Stored records
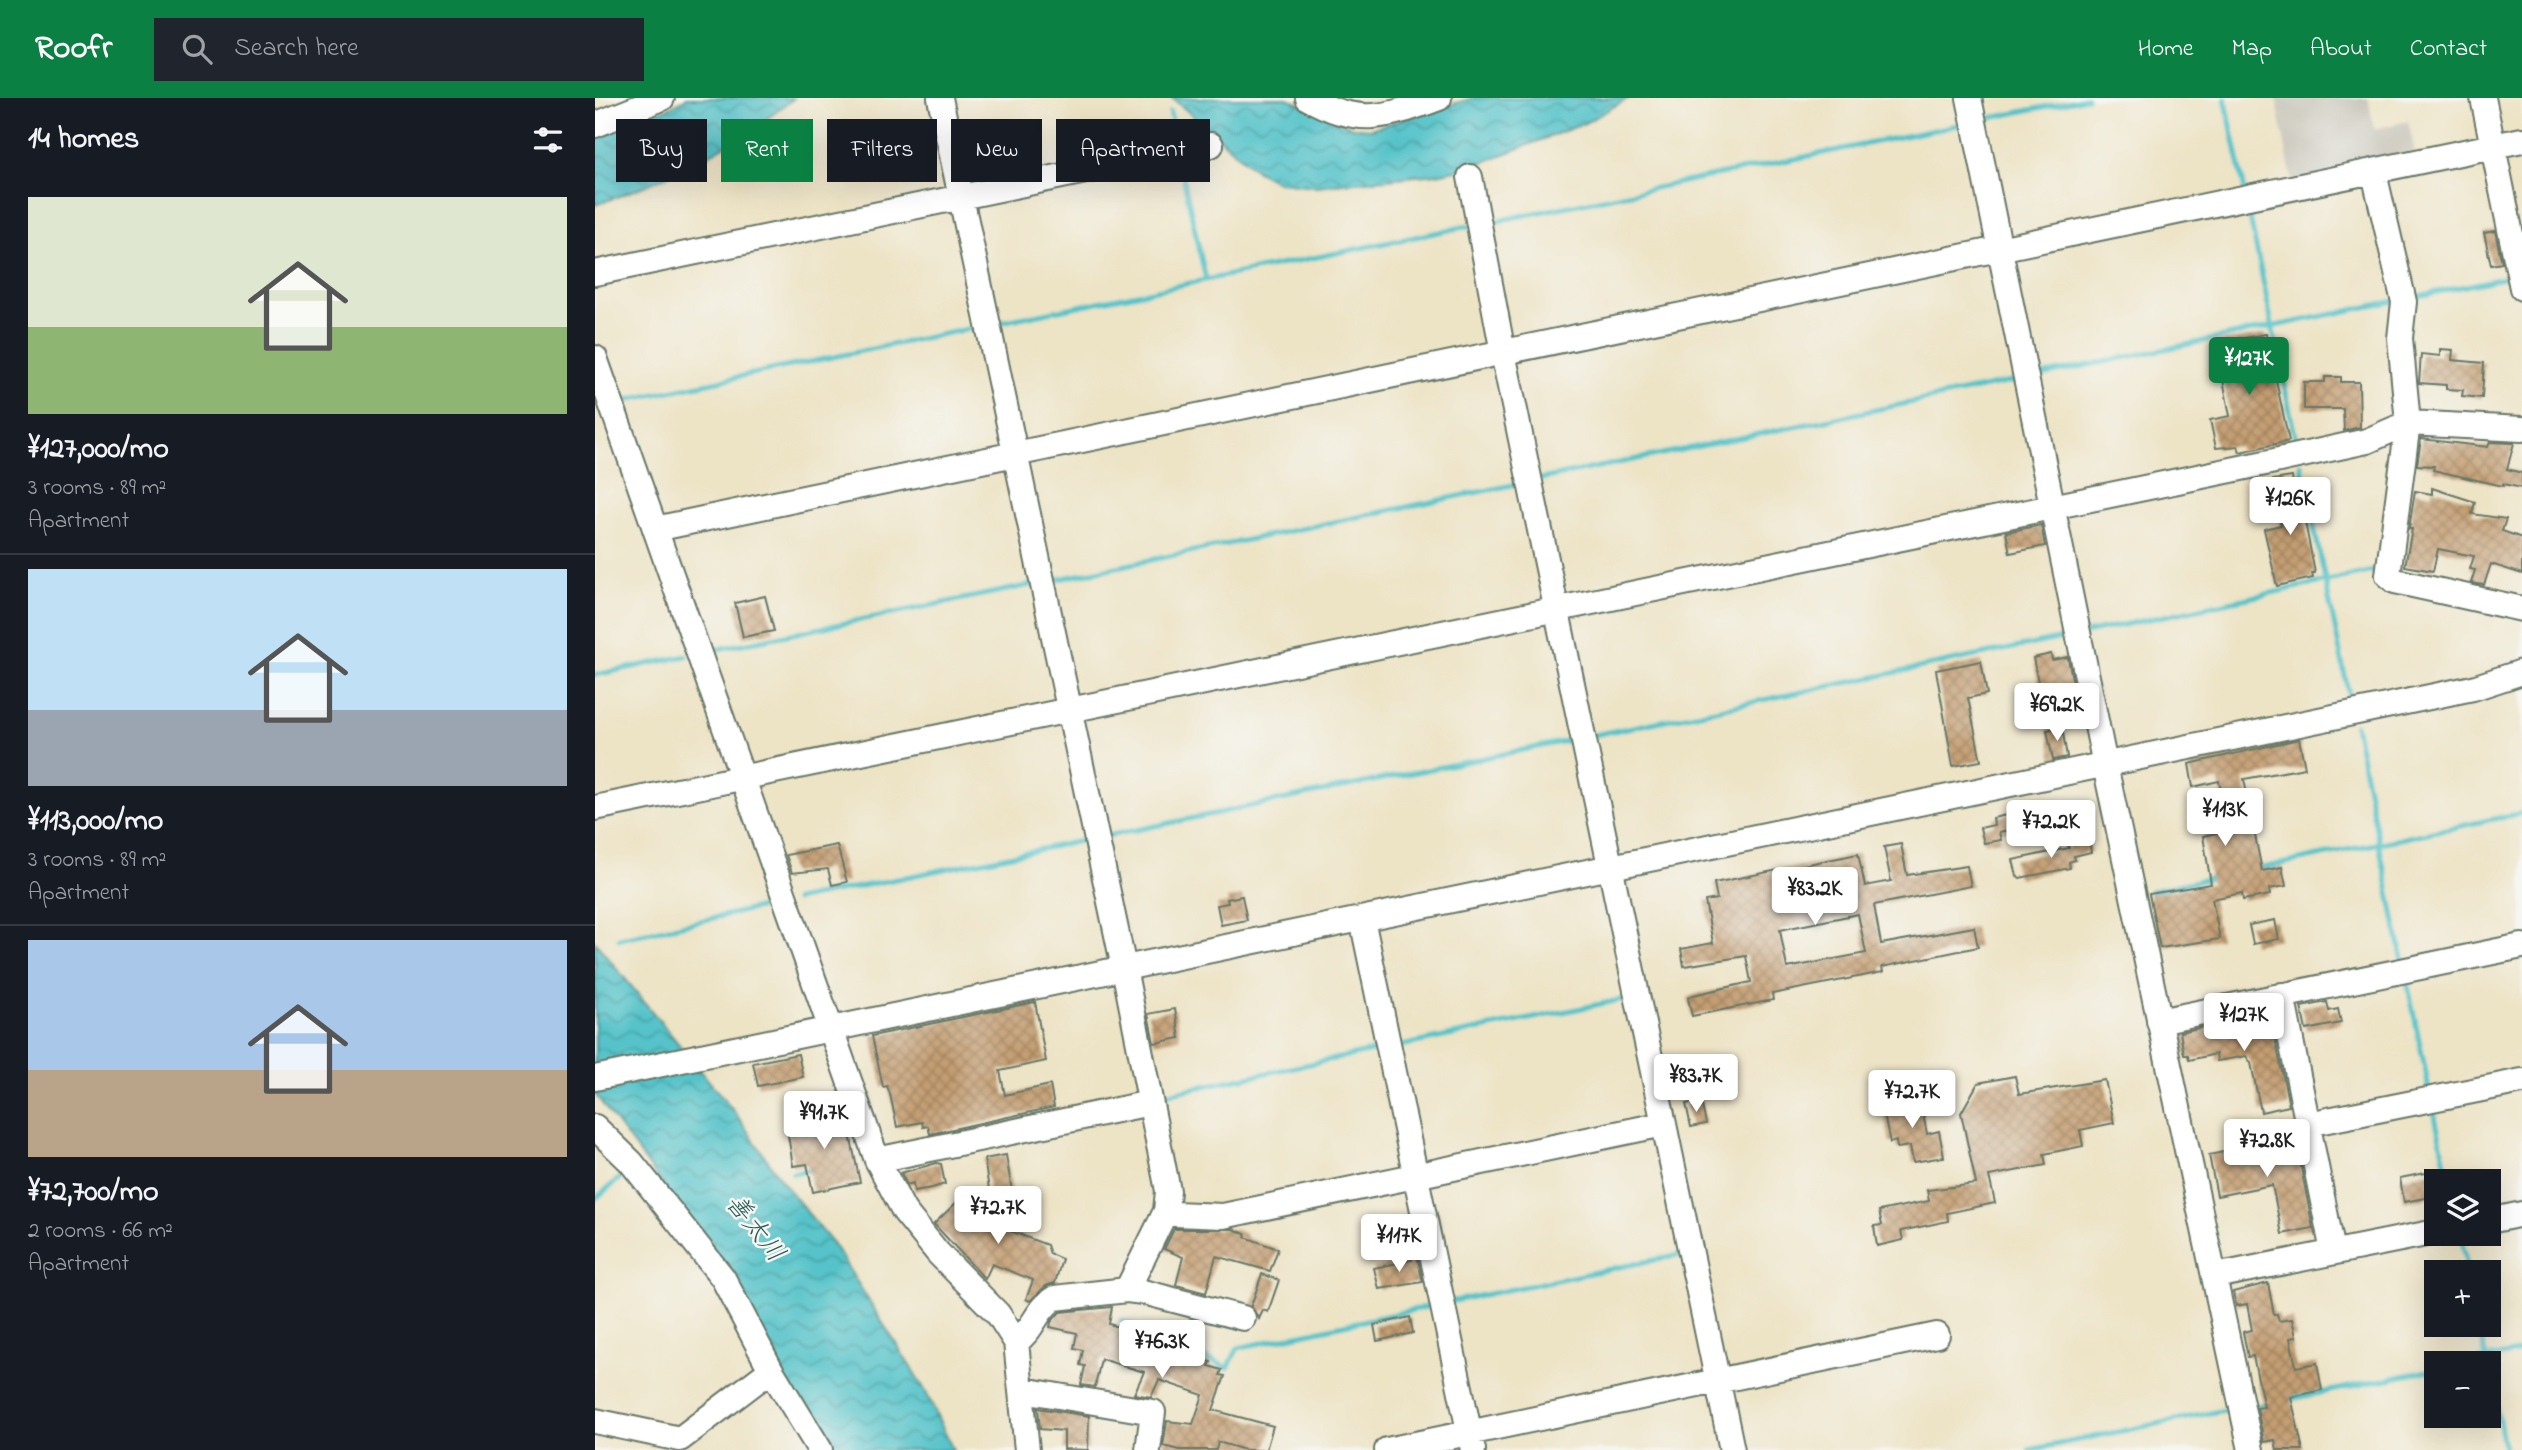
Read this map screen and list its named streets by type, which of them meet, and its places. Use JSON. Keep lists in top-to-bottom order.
{
  "water": ["善太川"],
  "page": {
    "header": "Roofr",
    "search": "Search here",
    "nav": [
      "Home",
      "Map",
      "About",
      "Contact"
    ],
    "heading": "14 homes",
    "chip": [
      "Buy",
      "Rent",
      "Filters",
      "New",
      "Apartment"
    ],
    "list": [
      {
        "name": "¥127,000/mo",
        "note": "3 rooms · 89 m² · Apartment"
      },
      {
        "name": "¥113,000/mo",
        "note": "3 rooms · 89 m² · Apartment"
      },
      {
        "name": "¥72,700/mo",
        "note": "2 rooms · 66 m² · Apartment"
      }
    ],
    "price": [
      "¥127K",
      "¥126K",
      "¥69.2K",
      "¥113K",
      "¥72.2K",
      "¥83.2K",
      "¥127K",
      "¥83.7K",
      "¥72.7K",
      "¥91.7K",
      "¥72.8K",
      "¥72.7K",
      "¥117K",
      "¥76.3K"
    ],
    "map_buttons": ["+", "−"]
  }
}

Activity:
Show all lines above that contain "Apartment".

Written answer:
      "Apartment"
        "note": "3 rooms · 89 m² · Apartment"
        "note": "3 rooms · 89 m² · Apartment"
        "note": "2 rooms · 66 m² · Apartment"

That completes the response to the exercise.